## Task prompt:
Scan the records for lines with the word "bottom", and copy every such line.

Information provided Block Start

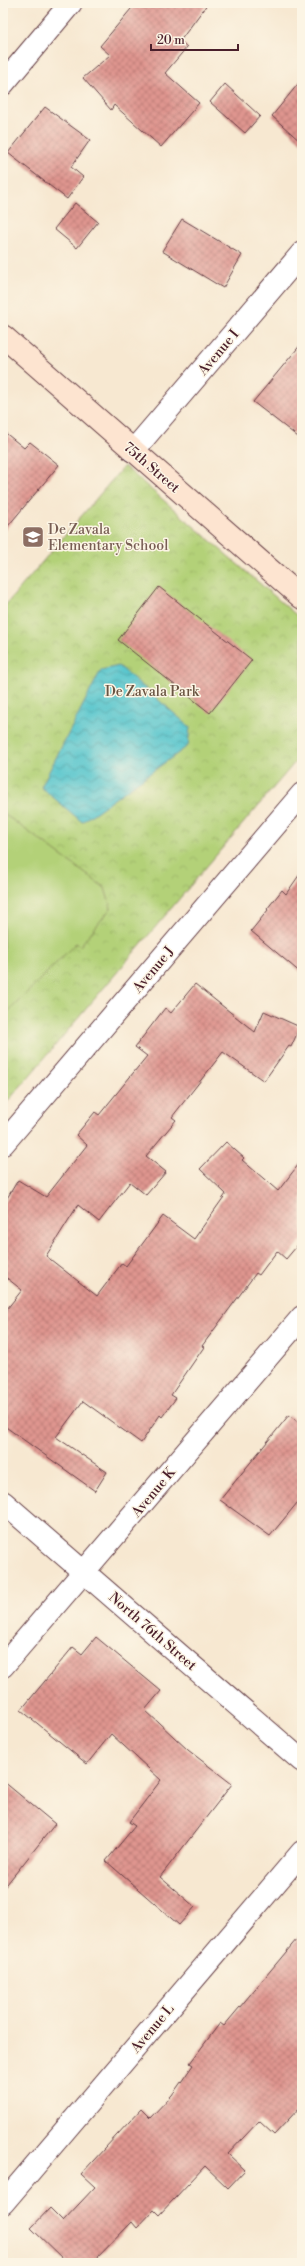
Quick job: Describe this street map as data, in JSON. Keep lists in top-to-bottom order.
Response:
{
  "streets": {
    "main road": ["75th Street"],
    "street": [
      "Avenue I",
      "Avenue J",
      "Avenue K",
      "North 76th Street",
      "Avenue L"
    ]
  },
  "crossings": [
    ["Avenue I", "75th Street"],
    ["Avenue K", "North 76th Street"]
  ],
  "parks": ["De Zavala Park"],
  "places": {
    "school or university": ["De Zavala Elementary School"]
  },
  "scale_bar": "20 m"
}
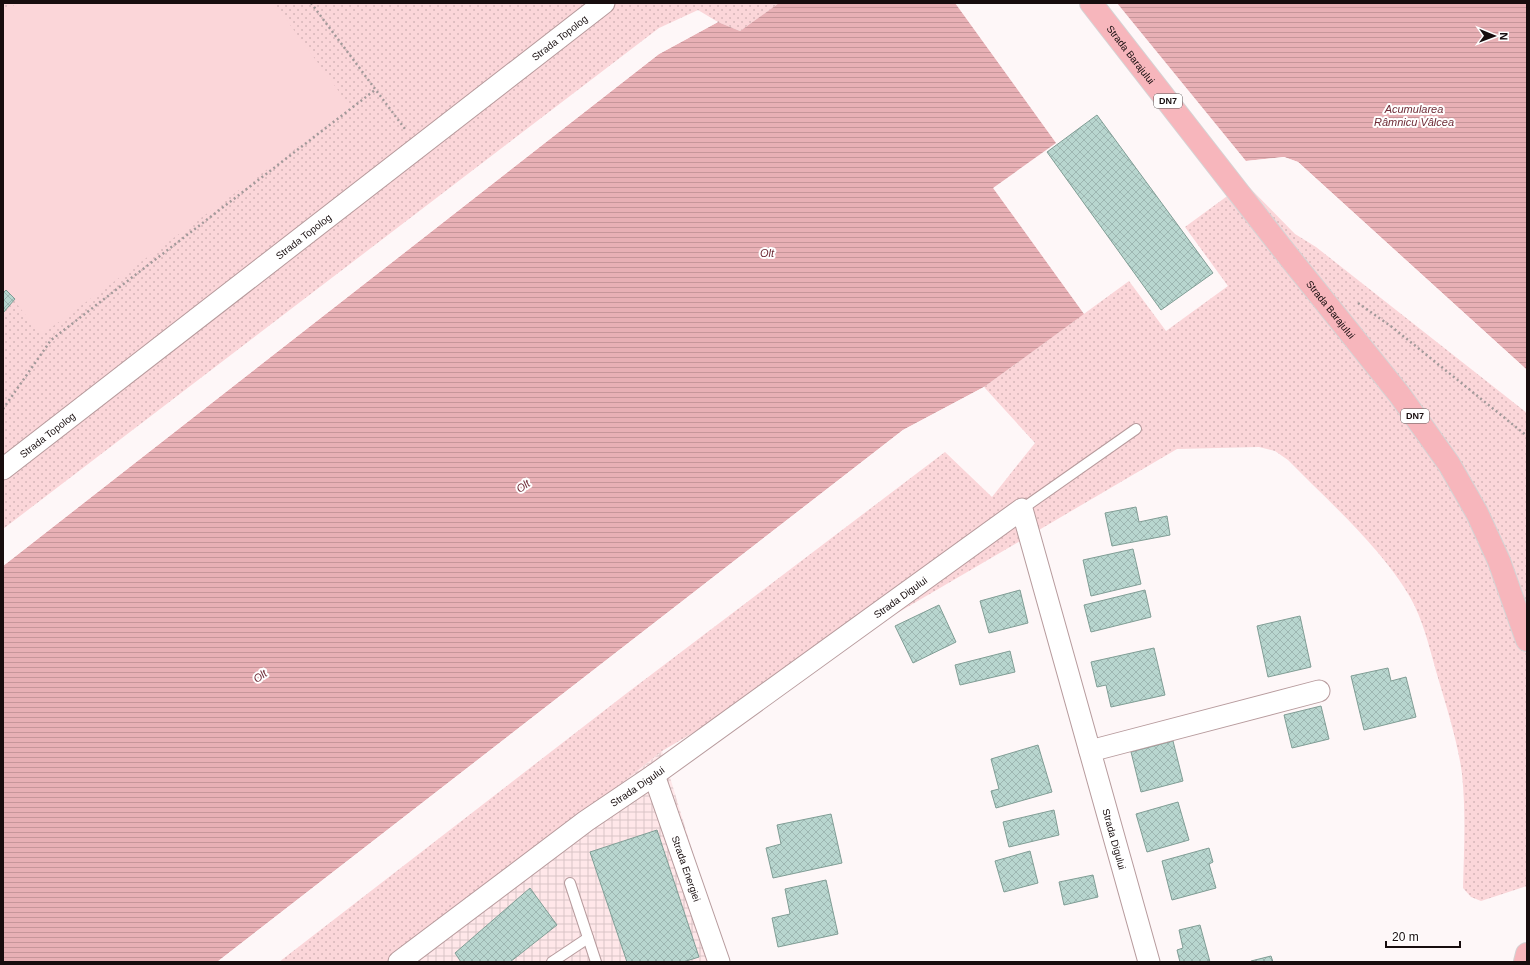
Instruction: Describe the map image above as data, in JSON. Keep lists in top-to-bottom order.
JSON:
{
  "streets": {
    "highway": ["Strada Barajului", "DN7"],
    "street": ["Strada Topolog", "Strada Digului", "Strada Energiei"]
  },
  "crossings": [
    ["Strada Digului", "Strada Energiei"]
  ],
  "water": ["Acumularea Râmnicu Vâlcea", "Olt"],
  "scale_bar": "20 m",
  "north": "right"
}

Information provided Block End

## Written answer:
Quick job: Describe this street map as data, in JSON. Keep lists in top-to-bottom order.
Instruction: Describe the map image above as data, in JSON. Keep lists in top-to-bottom order.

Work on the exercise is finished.